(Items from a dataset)
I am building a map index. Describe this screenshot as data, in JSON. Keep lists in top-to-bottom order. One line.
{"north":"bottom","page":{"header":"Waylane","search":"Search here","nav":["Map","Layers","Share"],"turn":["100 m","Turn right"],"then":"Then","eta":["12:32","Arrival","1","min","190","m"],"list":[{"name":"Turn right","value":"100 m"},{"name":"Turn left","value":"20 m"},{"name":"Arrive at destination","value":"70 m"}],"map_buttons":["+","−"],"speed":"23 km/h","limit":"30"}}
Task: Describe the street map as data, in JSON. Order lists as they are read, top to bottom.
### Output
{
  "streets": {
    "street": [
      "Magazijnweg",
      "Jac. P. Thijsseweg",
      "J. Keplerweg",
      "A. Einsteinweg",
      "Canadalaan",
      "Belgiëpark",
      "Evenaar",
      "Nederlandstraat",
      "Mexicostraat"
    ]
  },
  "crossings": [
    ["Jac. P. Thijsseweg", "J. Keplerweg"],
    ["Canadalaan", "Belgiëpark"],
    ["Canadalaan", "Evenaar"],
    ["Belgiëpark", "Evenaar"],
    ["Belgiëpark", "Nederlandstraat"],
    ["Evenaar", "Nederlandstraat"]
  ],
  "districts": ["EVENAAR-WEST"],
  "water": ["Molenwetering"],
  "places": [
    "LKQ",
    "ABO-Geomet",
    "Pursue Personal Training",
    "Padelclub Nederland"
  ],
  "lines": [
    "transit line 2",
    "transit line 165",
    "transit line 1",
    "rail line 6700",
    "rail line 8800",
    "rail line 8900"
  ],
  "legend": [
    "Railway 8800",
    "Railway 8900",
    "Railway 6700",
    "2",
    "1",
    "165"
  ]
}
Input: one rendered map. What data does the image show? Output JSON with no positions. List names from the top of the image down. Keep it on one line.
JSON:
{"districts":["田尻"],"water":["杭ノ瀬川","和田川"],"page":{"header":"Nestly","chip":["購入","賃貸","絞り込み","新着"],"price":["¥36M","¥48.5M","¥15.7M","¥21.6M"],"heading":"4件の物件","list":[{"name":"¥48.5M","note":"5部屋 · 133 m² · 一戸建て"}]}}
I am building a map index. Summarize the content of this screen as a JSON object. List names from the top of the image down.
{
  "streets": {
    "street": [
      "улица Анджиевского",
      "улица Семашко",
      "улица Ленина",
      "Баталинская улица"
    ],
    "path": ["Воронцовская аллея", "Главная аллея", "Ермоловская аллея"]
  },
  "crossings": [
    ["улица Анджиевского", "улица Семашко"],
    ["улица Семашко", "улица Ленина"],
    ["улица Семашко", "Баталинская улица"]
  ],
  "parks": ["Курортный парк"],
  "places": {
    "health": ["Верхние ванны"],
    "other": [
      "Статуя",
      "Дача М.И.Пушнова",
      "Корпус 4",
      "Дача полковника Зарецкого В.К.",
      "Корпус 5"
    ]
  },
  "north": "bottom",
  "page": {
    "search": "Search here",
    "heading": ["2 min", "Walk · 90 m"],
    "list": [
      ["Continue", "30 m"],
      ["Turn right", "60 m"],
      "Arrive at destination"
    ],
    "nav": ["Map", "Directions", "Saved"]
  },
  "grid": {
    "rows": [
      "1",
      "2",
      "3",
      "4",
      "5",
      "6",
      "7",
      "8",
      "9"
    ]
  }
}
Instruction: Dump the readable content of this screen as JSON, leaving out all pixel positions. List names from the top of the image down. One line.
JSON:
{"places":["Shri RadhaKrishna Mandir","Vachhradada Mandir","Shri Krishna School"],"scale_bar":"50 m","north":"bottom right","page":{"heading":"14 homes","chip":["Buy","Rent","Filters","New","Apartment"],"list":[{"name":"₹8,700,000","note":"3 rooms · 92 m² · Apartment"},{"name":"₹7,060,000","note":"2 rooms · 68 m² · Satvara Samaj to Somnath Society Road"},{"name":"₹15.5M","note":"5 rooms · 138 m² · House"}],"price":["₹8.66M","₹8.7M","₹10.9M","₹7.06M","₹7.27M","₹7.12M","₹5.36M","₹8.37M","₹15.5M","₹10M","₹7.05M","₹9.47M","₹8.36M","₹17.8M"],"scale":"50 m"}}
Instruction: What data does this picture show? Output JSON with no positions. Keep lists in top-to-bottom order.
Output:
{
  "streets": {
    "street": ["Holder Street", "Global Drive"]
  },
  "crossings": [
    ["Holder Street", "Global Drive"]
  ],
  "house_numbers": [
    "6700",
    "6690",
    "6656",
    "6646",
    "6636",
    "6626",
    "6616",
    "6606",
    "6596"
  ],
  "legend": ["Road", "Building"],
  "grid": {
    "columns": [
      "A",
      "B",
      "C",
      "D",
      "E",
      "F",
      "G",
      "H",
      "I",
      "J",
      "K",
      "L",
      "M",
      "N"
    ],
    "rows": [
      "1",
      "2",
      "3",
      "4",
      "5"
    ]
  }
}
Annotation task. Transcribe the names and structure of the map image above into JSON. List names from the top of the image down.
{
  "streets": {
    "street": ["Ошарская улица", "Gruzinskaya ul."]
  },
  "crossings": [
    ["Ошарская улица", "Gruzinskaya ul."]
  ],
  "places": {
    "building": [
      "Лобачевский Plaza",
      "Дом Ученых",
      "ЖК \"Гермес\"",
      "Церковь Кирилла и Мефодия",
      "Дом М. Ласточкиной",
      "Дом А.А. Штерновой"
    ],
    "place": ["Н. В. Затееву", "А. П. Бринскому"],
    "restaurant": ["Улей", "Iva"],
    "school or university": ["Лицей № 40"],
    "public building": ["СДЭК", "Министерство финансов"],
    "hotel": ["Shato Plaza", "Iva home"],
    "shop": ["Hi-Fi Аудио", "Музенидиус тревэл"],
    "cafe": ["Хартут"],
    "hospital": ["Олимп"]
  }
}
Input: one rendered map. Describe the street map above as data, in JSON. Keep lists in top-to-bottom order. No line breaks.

▶ **ASSIGNMENT**
The lines to copy are those in the records above containing the word "with".

▶ **EXERCISE OUTPUT**
Input: one rendered map. What data does the image show? Output JSON with no positions. List names from the top of the image down. Keep it on one line.
Instruction: What data does this picture show? Output JSON with no positions. Keep lists in top-to-bottom order.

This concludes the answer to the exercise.